Parmelia isidiiveteris

Scientific classification
- Kingdom: Fungi
- Division: Ascomycota
- Class: Lecanoromycetes
- Order: Lecanorales
- Family: Parmeliaceae
- Genus: Parmelia
- Species: †P. isidiiveteris
- Binomial name: †Parmelia isidiiveteris Poinar, E.B.Peterson & Platt (2000)

= Parmelia isidiiveteris =

- Authority: Poinar, E.B.Peterson & Platt (2000)

Species of lichen

Parmelia isidiiveteris is a fossilised species of foliose lichen in the family Parmeliaceae. It was found in Dominican amber and described as a new species in 2000. It was tentatively placed in the genus Parmelia although its true generic placement is difficult to determine with only a single specimen available for analysis.

==Taxonomy==
The fossil was discovered in Dominican amber and formally described as a new species in 2000 by George Poinar Jr., Eric Peterson, and Jamie Platt. The holotype specimen (Poinar AF9-17B) is kept at the University of Oregon.

Because of its resemblance to modern-day members of Parmelia, the fossil lichen has been placed provisionally in that genus, although the authors acknowledge that without sacrificing more of the single available specimen for analysis, it is impossible to assert this definitively. Although the authors noted "striking resemblance" to some members of Hypotrachyna, they chose to tentatively group the fossil taxon in Parmelia because of the mostly simple (i.e., unbranched) rhizines, a trait characteristic of that genus. Some later authors have opined, however, that this taxon, and another fossil lichen described concurrently, Parmelia ambra, do not belong to the genus concept of the Parmelia as presently circumscribed, although there is agreement that the Parmeliaceae is the appropriate family.

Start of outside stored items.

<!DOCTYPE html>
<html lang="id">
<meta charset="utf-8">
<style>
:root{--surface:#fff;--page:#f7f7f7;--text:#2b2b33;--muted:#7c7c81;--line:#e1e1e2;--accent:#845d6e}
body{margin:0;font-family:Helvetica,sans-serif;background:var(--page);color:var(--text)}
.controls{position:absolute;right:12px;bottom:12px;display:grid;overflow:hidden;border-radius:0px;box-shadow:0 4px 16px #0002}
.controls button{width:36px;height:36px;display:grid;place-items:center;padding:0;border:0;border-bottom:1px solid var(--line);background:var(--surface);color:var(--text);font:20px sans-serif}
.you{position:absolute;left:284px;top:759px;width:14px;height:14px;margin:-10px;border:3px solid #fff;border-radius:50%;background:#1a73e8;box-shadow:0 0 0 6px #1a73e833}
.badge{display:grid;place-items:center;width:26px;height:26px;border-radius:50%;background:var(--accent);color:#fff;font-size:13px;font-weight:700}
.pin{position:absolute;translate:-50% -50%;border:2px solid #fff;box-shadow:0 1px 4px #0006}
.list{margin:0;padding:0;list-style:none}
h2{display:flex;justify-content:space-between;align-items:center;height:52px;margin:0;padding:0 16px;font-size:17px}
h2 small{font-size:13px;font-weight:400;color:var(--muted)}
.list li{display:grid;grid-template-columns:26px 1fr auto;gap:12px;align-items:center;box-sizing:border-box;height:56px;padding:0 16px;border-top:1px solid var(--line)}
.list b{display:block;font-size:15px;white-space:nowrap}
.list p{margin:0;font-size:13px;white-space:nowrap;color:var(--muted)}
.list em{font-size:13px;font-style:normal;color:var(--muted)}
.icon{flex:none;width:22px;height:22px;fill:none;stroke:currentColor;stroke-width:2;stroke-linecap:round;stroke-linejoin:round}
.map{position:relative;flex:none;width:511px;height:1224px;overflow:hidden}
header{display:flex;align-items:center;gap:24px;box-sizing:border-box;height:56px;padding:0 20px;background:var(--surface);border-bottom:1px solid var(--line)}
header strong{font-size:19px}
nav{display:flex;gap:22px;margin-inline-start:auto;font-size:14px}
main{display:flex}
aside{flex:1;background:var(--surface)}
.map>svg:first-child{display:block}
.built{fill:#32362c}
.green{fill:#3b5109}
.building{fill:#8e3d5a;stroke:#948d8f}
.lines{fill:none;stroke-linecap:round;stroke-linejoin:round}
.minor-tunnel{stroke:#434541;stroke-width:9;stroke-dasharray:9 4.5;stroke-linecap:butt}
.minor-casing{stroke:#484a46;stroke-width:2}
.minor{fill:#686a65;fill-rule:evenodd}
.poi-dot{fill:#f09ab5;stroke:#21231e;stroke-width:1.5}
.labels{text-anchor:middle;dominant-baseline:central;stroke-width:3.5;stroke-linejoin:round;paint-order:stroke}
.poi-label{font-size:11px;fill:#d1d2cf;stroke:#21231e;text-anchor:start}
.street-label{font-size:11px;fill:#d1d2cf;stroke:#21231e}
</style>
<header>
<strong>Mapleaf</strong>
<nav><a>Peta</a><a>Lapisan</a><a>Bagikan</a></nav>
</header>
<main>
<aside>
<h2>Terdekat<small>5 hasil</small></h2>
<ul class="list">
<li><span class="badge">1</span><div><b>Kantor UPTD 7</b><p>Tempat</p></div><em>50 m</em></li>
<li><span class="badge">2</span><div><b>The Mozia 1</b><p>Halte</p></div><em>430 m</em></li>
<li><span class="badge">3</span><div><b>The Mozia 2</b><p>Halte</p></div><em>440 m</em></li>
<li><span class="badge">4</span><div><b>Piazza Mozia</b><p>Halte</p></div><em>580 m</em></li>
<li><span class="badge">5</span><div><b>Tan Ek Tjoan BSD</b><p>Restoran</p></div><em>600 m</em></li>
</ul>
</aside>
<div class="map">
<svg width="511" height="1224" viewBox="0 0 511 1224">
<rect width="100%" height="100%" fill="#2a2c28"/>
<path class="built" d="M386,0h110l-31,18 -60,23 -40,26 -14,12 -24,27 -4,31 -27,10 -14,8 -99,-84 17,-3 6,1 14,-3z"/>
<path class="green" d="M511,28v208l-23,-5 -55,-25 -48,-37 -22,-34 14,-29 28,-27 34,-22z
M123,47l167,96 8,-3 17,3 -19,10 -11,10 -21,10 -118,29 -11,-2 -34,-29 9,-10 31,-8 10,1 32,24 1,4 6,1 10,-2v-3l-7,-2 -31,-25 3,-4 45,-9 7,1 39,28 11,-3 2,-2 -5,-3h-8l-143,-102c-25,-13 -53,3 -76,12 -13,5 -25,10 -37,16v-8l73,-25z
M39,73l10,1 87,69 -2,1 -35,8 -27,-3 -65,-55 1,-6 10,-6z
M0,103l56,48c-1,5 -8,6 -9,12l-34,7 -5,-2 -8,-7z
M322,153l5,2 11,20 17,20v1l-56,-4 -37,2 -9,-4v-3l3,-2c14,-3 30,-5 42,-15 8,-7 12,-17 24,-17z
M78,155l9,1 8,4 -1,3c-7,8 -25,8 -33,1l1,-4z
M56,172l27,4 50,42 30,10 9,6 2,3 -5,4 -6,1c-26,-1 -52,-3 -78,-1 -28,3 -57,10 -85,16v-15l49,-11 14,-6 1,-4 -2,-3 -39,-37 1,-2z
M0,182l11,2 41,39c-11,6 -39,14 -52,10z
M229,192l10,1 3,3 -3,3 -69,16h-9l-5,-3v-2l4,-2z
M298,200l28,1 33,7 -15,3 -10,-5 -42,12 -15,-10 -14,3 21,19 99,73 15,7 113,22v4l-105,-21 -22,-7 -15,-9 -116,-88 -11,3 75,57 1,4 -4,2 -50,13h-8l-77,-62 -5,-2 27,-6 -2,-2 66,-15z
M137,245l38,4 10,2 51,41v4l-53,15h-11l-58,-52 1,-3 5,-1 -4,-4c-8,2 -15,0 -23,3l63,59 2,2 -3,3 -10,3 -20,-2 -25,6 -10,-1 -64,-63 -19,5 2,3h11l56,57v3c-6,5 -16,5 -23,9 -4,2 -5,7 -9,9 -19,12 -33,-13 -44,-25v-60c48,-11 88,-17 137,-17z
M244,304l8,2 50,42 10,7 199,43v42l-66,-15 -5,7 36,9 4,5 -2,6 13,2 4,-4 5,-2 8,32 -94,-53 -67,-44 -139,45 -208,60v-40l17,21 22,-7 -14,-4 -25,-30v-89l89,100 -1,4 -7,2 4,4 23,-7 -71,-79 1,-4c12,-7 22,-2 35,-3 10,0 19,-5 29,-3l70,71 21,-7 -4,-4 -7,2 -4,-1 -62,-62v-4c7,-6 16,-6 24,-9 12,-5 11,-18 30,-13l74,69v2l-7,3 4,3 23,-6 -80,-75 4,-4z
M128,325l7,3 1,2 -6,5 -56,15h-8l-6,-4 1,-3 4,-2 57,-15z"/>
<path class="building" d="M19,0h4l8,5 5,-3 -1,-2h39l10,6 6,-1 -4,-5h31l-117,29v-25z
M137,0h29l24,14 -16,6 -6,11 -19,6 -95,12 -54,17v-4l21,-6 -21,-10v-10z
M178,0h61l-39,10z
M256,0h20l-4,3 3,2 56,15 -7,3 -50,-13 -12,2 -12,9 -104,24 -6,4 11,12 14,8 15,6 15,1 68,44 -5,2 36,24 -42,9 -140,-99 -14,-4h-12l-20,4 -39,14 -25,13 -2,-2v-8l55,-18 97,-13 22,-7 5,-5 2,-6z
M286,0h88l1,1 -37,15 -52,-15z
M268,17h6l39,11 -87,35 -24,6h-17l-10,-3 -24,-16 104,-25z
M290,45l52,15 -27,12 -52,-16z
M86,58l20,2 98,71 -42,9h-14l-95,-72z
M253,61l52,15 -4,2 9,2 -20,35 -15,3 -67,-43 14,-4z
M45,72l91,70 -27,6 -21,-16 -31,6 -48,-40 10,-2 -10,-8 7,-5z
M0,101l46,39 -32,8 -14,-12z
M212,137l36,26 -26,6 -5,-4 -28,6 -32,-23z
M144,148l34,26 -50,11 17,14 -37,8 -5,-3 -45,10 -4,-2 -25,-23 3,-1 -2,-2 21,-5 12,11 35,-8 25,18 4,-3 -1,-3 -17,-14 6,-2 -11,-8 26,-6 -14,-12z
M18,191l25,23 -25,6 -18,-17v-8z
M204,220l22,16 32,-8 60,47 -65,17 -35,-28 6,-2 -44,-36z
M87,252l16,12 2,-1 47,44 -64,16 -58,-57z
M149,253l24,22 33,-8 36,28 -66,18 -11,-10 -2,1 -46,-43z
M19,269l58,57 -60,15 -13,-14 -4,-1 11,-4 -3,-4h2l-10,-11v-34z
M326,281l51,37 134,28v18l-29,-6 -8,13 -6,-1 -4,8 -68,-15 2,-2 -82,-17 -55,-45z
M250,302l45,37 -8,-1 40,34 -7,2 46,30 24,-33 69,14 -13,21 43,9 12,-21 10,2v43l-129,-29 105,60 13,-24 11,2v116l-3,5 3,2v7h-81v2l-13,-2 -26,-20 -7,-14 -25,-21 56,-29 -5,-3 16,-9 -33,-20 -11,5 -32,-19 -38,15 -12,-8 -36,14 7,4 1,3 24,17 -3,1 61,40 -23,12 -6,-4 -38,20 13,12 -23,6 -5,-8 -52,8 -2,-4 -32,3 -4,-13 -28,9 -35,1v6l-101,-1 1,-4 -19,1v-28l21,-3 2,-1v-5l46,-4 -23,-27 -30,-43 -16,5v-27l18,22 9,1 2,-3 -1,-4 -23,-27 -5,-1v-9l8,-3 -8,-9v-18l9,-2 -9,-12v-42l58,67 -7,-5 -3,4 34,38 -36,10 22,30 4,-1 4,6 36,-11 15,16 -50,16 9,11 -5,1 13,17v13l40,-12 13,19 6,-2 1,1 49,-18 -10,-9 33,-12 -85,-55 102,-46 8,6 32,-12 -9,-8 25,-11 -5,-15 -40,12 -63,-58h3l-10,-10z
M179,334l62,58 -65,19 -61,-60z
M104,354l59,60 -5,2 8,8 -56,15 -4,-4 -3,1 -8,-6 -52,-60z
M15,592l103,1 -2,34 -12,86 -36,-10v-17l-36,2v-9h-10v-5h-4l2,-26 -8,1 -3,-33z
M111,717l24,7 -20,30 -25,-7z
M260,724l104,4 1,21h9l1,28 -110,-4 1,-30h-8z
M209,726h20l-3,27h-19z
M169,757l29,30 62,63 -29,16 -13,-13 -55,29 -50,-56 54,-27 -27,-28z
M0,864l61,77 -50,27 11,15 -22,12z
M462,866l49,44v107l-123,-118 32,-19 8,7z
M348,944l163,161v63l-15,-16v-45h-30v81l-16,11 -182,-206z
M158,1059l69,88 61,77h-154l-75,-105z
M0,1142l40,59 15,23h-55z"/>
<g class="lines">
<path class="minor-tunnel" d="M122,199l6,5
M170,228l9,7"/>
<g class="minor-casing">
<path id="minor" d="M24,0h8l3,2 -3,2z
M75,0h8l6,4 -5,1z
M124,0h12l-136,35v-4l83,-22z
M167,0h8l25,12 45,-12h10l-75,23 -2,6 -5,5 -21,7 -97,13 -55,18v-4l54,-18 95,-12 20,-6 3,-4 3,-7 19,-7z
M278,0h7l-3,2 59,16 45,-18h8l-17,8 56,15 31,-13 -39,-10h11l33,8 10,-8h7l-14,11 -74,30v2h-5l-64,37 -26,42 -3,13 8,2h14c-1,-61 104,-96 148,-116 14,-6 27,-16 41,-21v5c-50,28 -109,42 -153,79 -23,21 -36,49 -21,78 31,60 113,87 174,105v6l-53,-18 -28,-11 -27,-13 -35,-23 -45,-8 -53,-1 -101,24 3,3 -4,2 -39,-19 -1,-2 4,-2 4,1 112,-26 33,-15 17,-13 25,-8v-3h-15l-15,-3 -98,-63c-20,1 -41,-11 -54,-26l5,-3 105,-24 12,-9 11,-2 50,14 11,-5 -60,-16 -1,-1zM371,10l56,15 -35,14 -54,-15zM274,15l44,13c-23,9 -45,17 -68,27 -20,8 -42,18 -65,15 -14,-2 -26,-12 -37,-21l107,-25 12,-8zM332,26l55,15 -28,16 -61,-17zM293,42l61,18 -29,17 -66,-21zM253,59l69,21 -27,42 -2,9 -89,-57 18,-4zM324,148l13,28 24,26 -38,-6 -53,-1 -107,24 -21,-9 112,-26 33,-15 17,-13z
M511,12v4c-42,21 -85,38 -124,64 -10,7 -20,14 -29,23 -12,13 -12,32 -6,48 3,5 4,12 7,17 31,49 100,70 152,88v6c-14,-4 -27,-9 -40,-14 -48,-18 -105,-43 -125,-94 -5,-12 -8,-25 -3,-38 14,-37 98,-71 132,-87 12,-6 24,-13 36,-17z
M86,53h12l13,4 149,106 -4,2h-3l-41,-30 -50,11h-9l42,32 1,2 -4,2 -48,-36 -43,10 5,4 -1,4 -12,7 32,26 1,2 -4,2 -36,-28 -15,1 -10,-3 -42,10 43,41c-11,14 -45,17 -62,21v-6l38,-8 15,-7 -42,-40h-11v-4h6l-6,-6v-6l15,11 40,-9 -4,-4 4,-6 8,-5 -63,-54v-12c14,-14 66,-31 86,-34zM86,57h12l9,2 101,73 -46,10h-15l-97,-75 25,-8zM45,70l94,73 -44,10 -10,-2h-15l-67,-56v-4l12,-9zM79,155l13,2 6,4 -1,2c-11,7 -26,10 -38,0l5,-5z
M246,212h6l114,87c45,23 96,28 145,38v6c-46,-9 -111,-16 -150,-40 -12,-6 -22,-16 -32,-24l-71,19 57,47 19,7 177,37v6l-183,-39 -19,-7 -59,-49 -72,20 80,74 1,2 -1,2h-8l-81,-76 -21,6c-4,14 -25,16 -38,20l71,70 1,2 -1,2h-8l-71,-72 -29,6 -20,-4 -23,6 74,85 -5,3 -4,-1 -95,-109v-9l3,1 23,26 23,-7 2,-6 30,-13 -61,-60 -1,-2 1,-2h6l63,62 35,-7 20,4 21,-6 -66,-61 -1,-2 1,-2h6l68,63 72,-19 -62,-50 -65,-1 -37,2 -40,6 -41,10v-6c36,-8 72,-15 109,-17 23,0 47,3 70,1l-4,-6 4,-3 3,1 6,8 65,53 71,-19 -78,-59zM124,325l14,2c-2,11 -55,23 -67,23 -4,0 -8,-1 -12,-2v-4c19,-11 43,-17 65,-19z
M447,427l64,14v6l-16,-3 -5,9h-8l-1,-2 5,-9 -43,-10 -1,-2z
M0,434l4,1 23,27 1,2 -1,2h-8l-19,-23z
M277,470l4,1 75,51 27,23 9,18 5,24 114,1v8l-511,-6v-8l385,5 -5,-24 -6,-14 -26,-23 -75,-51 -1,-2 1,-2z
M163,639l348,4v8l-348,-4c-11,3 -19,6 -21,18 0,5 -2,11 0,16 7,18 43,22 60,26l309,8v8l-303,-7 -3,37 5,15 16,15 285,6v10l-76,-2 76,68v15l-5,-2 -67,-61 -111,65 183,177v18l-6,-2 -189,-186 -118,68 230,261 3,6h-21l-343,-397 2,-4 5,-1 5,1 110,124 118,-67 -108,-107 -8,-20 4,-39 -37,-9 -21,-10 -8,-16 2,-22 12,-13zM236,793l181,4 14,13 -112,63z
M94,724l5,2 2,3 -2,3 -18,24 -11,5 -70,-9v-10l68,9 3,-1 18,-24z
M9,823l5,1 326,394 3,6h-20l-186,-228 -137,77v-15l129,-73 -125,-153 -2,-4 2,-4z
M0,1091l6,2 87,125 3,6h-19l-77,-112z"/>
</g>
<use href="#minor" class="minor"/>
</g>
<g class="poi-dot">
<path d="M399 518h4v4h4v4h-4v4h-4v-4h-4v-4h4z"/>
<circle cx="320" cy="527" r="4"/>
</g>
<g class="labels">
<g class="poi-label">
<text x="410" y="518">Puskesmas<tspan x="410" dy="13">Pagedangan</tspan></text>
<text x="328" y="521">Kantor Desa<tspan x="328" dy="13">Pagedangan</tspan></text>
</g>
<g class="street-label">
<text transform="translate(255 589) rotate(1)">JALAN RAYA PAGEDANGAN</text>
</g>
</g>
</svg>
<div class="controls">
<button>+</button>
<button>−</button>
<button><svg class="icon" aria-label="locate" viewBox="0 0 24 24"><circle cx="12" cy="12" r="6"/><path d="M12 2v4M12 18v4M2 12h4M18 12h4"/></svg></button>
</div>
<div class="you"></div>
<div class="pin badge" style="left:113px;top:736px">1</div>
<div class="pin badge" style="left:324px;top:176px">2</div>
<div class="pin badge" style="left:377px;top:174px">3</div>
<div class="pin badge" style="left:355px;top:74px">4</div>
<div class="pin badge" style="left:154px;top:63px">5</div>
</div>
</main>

Based on what types of organisms are used for dating, Dominican amber dates from 15–20 million years ago (based on foraminifera fossils), to 30–45 million years (based on coccolith fossils). Because lichens are scarce in the fossil record, specimens like this are often used as calibration points for molecular clock analyses to improve understanding of lichen evolution.

==Description==
The fossil lichen has a thallus comprising dichotomously branched lobes with a smooth, slightly convex. The lobes measure 1.0–1.35 mm wide at the internode. The upper thallus surface is shiny and greenish in colour, lacking pseudocyphellae (tiny pores). Isidia are unevenly scattered on the thallus surface. The underside of the thallus is black with dark rhizines measuring 0.3–0.7 mm long. Neither apothecia nor pycnidia are apparent on the fossil. The isidia are 300–500 μm high and 40–50 μm in diameter, and leave pits on the surface of the cortex where they have been broken off. The specimen also has light-coloured squamules (scales) similar to those found in genus Cladonia.